EXERCISE DETAILS –
Somewhere below is a line with "margin:0; padding:0; list-style:none" and, later, a line with "margin:0; font-size:13px; white-space:nowrap;"; repeat those two lines and all the lines between them, exactly as they are.

[Collected data]
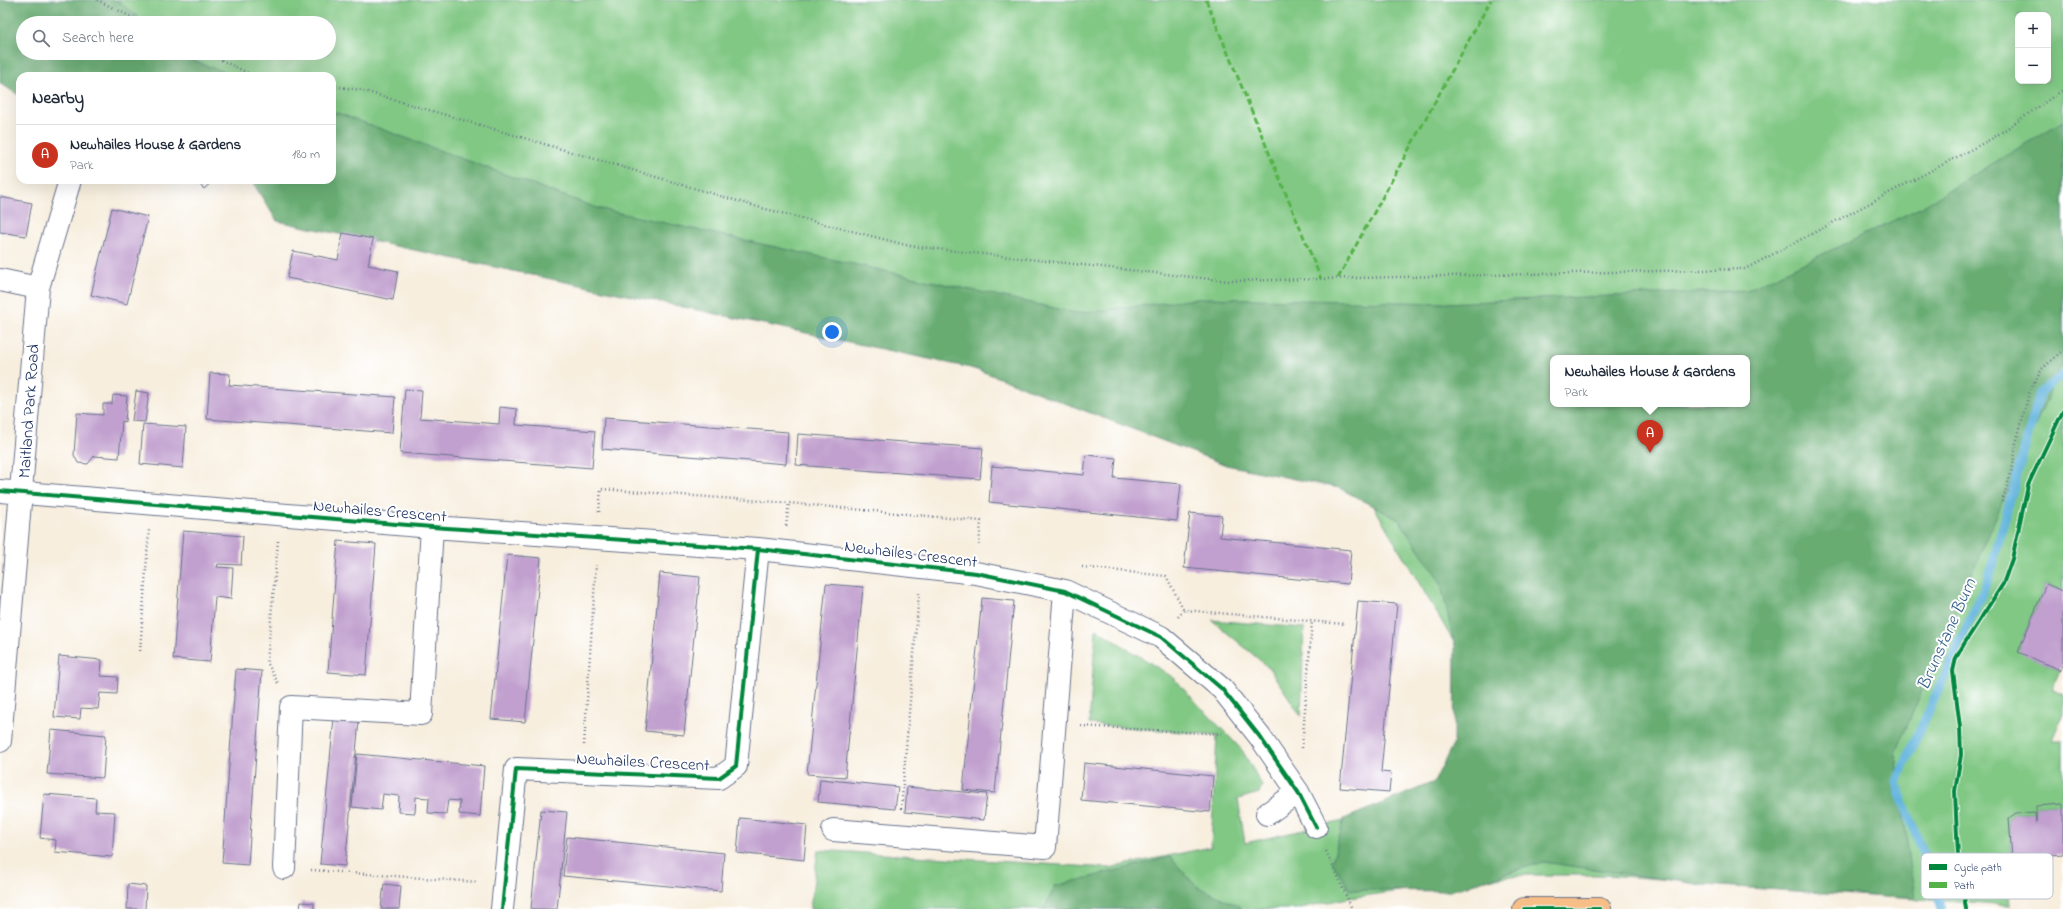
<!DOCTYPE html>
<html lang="en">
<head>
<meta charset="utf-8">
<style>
	body { margin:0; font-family:"Indie Flower",sans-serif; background:#f6f6f7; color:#1f2937 }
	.controls { position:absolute; right:12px; top:12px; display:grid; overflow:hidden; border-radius:8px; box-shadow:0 4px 16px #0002 }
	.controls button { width:36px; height:36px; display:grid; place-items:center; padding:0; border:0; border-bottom:1px solid #e0e1e3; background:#fff; color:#1f2937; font:20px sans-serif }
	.you { position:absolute; left:832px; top:332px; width:14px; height:14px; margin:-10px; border:3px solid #fff; border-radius:50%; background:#1a73e8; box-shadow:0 0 0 6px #1a73e833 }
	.badge { display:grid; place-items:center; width:26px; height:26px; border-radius:50%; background:#c8321e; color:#fff; font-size:13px; font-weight:700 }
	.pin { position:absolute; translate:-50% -33px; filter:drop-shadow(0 1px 2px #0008) }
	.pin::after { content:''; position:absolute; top:21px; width:14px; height:12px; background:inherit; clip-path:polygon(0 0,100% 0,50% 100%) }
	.popup { position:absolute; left:1550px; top:355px; width:200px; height:52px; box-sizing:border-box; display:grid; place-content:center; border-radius:8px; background:#fff; filter:drop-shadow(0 1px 3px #0005); font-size:13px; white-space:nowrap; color:#747a83 }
	.popup b { font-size:15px; color:#1f2937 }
	.popup::after { content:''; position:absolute; left:50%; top:100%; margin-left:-8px; border:8px solid transparent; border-top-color:#fff }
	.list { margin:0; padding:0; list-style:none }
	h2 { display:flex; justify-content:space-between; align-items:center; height:52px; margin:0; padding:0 16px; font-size:17px }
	h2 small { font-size:13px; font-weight:400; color:#747a83 }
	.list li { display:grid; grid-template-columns:26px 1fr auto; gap:12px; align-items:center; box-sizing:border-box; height:60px; padding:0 16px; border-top:1px solid #e0e1e3 }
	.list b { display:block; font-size:15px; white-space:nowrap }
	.list p { margin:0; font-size:13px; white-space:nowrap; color:#747a83 }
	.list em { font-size:13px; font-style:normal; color:#747a83 }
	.icon { flex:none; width:22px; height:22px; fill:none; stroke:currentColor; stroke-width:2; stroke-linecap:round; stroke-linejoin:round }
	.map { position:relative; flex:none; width:2063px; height:909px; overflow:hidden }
	.search { position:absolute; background:#fff; box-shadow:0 4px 16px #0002; left:16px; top:16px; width:320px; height:44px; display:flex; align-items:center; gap:10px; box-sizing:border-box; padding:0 14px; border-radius:22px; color:#747a83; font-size:15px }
	.panel { position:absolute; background:#fff; box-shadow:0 4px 16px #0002; left:16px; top:72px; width:320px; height:112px; border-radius:12px }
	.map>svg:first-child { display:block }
</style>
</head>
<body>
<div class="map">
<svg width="2063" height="909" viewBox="0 0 2063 909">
	<rect width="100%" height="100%" fill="#fff"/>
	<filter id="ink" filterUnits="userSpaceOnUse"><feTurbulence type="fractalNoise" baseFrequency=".025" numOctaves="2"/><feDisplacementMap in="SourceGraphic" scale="8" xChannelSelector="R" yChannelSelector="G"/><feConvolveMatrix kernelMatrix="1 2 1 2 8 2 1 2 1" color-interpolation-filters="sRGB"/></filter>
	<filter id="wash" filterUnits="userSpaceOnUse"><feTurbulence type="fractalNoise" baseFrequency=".012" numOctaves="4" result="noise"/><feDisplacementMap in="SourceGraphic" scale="16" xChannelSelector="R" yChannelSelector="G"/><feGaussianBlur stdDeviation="0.9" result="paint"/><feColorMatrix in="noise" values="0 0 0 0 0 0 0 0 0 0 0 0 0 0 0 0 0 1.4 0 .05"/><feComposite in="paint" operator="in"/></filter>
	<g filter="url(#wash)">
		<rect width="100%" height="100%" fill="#f7eede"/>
		<!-- green -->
		<path fill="#81c884" stroke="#4e7c71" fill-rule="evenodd" d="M78 0H2063V591L2046 584 2018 651 2060 670 2052 689 2063 695V714L2052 740H2063V804L2036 806V822L2035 812 2016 813 2009 818 2012 858H2006L2009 906 1608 875H1518L1348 898 1296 909H810L818 850 1109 868 1211 847 1217 735 1089 724 1096 629 1171 676 1242 750 1262 785 1259 793 1238 799 1245 843 1455 796 1465 661 1363 488 332 173V76H171L142 53H329V23H106ZM2018 15H2048V81H2018ZM1553 358H1747V404H1553Z
			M1212 620 1304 628 1301 716 1269 668Z"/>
		<!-- forest -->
		<path fill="#68ac72" stroke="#426e68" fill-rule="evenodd" d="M0 0H117L145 23H23V53H181L188 59 236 76H20V96L0 83Z
			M332 111 597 208 1077 313 1205 298 1445 303 1747 290 1920 208 2063 121V360L1895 754 1915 899 1704 885 1543 862 1450 891 1350 890 1332 862 1344 819 1434 782 1454 742 1455 646 1440 581 1399 520 1339 488 1226 465 976 369 277 221 251 180H332ZM1553 358H1747V404H1553Z
			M1170 857 1196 886 1241 907 1240 909H1044L1055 886Z"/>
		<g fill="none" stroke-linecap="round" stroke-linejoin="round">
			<!-- stream -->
			<path stroke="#62b4dd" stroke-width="9" d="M1942 909 1930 871 1896 783 1988 580 2040 392 2063 375"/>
		</g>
		<g id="blocks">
			<!-- building -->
			<path fill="#c1a0cf" d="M195 180H214L204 189Z
				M0 197 32 203 26 236 0 232Z
				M112 208 148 217 127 304 91 295Z
				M343 233 373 239 368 265 398 271 393 300 287 278 293 251 338 260Z
				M210 373 230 374 229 385 395 397 392 433 207 419Z
				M405 389 422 390 420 418 499 424 500 407 517 409 516 425 595 431 592 468 400 453Z
				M136 391 149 393 145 422 132 421Z
				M113 395 127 396 125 422 122 421 119 458 94 456 88 464 78 463 74 455 77 413 103 415V404H112Z
				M604 418 788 432 786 464 602 449Z
				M143 424 186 427 183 468 140 464Z
				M798 434 983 448 980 479 796 465Z
				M1086 455 1116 458 1114 478 1181 484 1177 521 989 502 992 466 1084 475Z
				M1190 513 1222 516 1220 537 1351 550 1348 584 1184 568Z
				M183 531 243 536 241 565 218 564 217 567 233 568 231 599 215 597 210 662 173 659Z
				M338 541 376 544 366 675 328 672Z
				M507 555 541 558 525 722 491 719Z
				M660 573 700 577 684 735 645 731Z
				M826 584 863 587 845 777 807 774Z
				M2046 584 2063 591V663L2060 670 2018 652Z
				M982 598 1014 601 995 793 963 790Z
				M1358 601 1397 604 1381 772 1391 773 1389 792 1340 788Z
				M59 656 102 660 101 676 118 677 117 694 100 693 98 709 81 708 80 719 54 717Z
				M236 669 262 671 248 865 222 863Z
				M334 718 359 721 345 866 320 864Z
				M51 730 106 735 103 778 47 774Z
				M357 754 484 766 480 816 459 814 460 801 448 800 446 814 428 813 429 798 416 797 415 813 398 812 399 796 383 794 381 810 352 807Z
				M1084 763 1213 776 1210 812 1081 800Z
				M820 779 898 787 895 809 818 802Z
				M907 787 987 794 984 820 905 812Z
				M44 794 96 798 95 811 115 812 112 857 55 852 56 840 40 838Z
				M2063 804V854L2012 858 2009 818 2016 813 2035 812 2036 822V806Z
				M541 810 567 812 557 909H531Z
				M740 818 807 825 804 860 737 853Z
				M567 837 724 853 721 891 563 876Z
				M128 884 146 886 145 909H127Z
				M384 884 401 886 399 909H381Z
				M301 902 314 903V909H300Z"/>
		</g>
	</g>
	<g filter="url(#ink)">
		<use href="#blocks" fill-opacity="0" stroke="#68728b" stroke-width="1"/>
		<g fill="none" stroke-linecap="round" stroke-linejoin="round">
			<!-- minor casing -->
			<g stroke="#68728b" stroke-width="24">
				<path id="minor" d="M0 280 38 288
					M0 491 432 527 758 549 976 573 1065 591 1161 637 1222 689 1260 737 1298 792 1316 827
					M0 741 38 288 70 180
					M1267 814 1298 792
					M833 830 1045 847 1065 591
					M284 868 291 707 421 714 432 527
					M502 909 516 769 719 778 736 766 758 549"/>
			</g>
			<!-- major casing -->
			<g stroke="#68728b" stroke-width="24">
				<path id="major" d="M1524 909H1600"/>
			</g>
			<!-- path -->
			<path stroke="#68728b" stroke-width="2.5" stroke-dasharray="1 3" stroke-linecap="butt" d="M97 0 144 23
				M207 53 252 75 258 76
				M332 86 361 90 758 207 910 246 1229 281 1745 269 1993 138 2063 90
				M2002 502 2013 466 2016 443 2030 390 2042 369 2063 350
				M599 512 601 489 789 503 981 521 979 545
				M786 526 789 503
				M278 541 267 662 279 685
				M1082 567 1166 576 1184 610
				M1178 617 1184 610 1344 624
				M140 651 149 530
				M1081 726 1222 734
				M584 745 596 565
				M1302 748 1312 621
				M901 809 919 593
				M1326 851 1352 909
				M311 870 478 882"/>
			<!-- minor -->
			<use href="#minor" stroke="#fff" stroke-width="22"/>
			<!-- major -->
			<use href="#major" stroke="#f7be87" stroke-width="22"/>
			<!-- quiet -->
			<path stroke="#55b248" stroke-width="3" stroke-dasharray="6 3" stroke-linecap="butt" d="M1206 0 1321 279
				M1338 278 1491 0"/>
			<!-- cycleway casing -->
			<g stroke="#fff" stroke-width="6">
				<path id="cycleway" d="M0 491 432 527 758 549 976 573 1065 591 1161 637 1222 689 1260 737 1298 792 1316 827
					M502 909 516 769 719 778 736 766 758 549
					M1524 909H1600
					M1966 909 1958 855 1956 815 1955 791 1961 755 1960 727 1953 671 1956 658 1964 644 2003 584 2012 559 2028 485 2063 411"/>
			</g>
			<!-- cycleway -->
			<use href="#cycleway" stroke="#00873e" stroke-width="4"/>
		</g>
	</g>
	<g text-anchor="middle" stroke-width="4" stroke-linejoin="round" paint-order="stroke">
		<!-- street labels -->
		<g font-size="17" fill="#1b2f5e" stroke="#fff">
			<text transform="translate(28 411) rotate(-86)" y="6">Maitland Park Road</text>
			<text transform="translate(380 510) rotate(5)" y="6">Newhailes Crescent</text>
			<text transform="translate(911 553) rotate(7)" y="6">Newhailes Crescent</text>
			<text transform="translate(643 761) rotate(3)" y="6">Newhailes Crescent</text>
		</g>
		<!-- water labels -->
		<g font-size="18" font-style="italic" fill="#345e8a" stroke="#fff">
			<text transform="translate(1946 634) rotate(-66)" y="6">Brunstane Burn</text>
		</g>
	</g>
	<!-- legend -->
	<rect x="1921" y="853" width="132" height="46" rx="6" fill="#fff" stroke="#bbc1cf" stroke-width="1"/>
	<rect x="1929" y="864" width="18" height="6" fill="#00873e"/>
	<rect x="1929" y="882" width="18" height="6" fill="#55b248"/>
	<g font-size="11" fill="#1b2f5e">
		<text x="1954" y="871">Cycle path</text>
		<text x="1954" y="889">Path</text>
	</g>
</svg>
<div class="controls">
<button>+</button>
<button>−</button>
</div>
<div class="you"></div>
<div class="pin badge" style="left:1650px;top:453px">A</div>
<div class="popup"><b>Newhailes House &amp; Gardens</b>Park</div>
<div class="search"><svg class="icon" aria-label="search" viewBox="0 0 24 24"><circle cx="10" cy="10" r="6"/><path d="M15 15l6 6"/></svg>Search here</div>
<section class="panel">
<h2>Nearby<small></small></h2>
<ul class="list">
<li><span class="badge">A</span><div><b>Newhailes House &amp; Gardens</b><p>Park</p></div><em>180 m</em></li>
</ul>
</section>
</div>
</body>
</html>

THE COMPLETED TASK –
	.list { margin:0; padding:0; list-style:none }
	h2 { display:flex; justify-content:space-between; align-items:center; height:52px; margin:0; padding:0 16px; font-size:17px }
	h2 small { font-size:13px; font-weight:400; color:#747a83 }
	.list li { display:grid; grid-template-columns:26px 1fr auto; gap:12px; align-items:center; box-sizing:border-box; height:60px; padding:0 16px; border-top:1px solid #e0e1e3 }
	.list b { display:block; font-size:15px; white-space:nowrap }
	.list p { margin:0; font-size:13px; white-space:nowrap; color:#747a83 }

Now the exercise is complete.